Die immissionsschutzrechtlichen Bedenken der Antragstellerseite sind nach alledem nicht nachvollziehbar.
Wenn die Antragsteller den Verlust von Retentionsraum bemängeln, so tragen sie damit nichts vor, was im Rahmen des bauplanungsrechtlichen Gebots der Rücksichtnahme fruchtbar gemacht werden könnte. Die Anwendung desselben findet nämlich dort seine Grenze, wo der Gesetzgeber eine spezielle Inhalts- und Schrankenbestimmung des Bodeneigentums getroffen und ein Verfahren zur Prüfung dieses Belangs festgelegt hat. Für den Hochwasserschutz in einem Überschwemmungsgebiet existiert gemäß § 78 WHG ein solches Verfahren. Die Anforderungen des § 78 Abs. 5 WHG zielen darauf ab, jede Verschlechterung der Hochwassersituation zu vermeiden. Damit geht die wasserrechtliche Regelung gemäß § 78 WHG deutlich über die allgemeine Zumutbarkeitsgrenze des bauplanungsrechtlichen Gebots der Rücksichtnahme hinaus. Für die Anwendung des baurechtlichen Gebots der Rücksichtnahme als Zulässigkeitsmaßstab für bauliche Anlagen in einem – festgesetzten oder vorläufig gesicherten – Überschwemmungsgebiet bleibt daneben kein Raum (so schon OVG Hamburg, B.v. 28.1.2016 – 2 Bs 254/15 – juris m. Anm. v. Thies, jurisPR-UmwR 5/2016 Anm. 3, zu § 78 WHG a.F. und damit vor der klarstellenden Gesetzesänderung).

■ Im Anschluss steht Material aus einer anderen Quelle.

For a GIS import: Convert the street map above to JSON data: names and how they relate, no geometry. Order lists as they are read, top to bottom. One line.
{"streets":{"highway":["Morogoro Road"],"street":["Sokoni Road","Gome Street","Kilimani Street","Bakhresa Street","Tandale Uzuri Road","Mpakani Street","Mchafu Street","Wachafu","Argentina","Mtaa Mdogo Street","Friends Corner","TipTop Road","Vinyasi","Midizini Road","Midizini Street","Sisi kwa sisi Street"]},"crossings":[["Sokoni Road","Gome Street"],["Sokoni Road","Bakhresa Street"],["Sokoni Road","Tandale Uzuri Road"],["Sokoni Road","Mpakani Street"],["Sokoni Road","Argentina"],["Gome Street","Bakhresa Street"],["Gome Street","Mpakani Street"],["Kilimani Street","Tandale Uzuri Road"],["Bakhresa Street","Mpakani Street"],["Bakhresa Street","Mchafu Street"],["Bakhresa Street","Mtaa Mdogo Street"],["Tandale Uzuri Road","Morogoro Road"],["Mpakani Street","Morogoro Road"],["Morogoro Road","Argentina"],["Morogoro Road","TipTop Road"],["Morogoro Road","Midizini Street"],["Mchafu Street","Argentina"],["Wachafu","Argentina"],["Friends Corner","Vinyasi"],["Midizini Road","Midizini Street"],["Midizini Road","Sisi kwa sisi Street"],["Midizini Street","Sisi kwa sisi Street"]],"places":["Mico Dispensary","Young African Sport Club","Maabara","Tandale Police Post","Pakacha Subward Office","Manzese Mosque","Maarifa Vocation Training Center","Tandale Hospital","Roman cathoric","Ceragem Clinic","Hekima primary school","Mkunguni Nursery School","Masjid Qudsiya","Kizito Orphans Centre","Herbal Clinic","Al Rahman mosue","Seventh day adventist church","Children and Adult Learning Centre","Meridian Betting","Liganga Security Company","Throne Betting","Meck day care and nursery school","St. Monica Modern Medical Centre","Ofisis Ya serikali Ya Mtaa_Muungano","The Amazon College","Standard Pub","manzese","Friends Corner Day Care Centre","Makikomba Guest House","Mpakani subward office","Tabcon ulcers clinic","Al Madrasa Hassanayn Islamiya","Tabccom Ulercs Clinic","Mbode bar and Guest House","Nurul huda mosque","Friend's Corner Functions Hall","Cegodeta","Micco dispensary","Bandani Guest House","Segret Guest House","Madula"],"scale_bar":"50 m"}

b) Auch das wasserrechtliche Gebot der Rücksichtnahme, mittlerweile festgeschrieben in § 78 Abs. 5 Satz 2 WHG, ist nicht verletzt.
Der Fachbereich 32 – Wasser, Abfall, Bodenschutz – hat das Bauvorhaben daraufhin untersucht (vgl. Stellungnahme vom 29. September 2017, Bl. 102 d. BA), ob eine – mit streitgegenständlichem Bescheid dann auch gewährte – Ausnahme vom Bauverbot nach § 78 Abs. 5 Satz 1 WHG n.F. (wortgleich zu § 78 Abs. 3 Satz 1 WHG a.F., weswegen dessen Heranziehung im Bescheid unschädlich ist) erteilt werden kann und kam zum Ergebnis, dass dessen Voraussetzungen eingehalten bzw. nicht betroffen sind. Dies ist ohne weiteres nachvollziehbar. Durch das im öffentlich-rechtlichen Vertrag vom 7. August 2017 (Bl. 73ff. d. BA) fixierte Gesamtkonzept wird – so auch das Landratsamt in seiner Antragserwiderung – im Zuge des Bauvorhabens ein Vielfaches dessen an Retentionsraum neu geschaffen, was durch das Bauvorhaben eingebüßt wird. Dies ergibt sich nachvollziehbar aus den zugrunde liegenden Lageplänen, die sowohl die HQ 100-Linie als auch die Bestandsböschung und die nördlich zu renaturierende Fläche darstellen, die vom Baugrundstück abgeteilt wird und aus dem öffentlich-rechtlichen Vertrag samt Anlage, auf den auch die Stellungnahme des Fachbereichs 32 verweist (vgl. Ziff. 9 des Auflagenkatalogs zum Genehmigungsbescheid und Bl. 103 d. BA).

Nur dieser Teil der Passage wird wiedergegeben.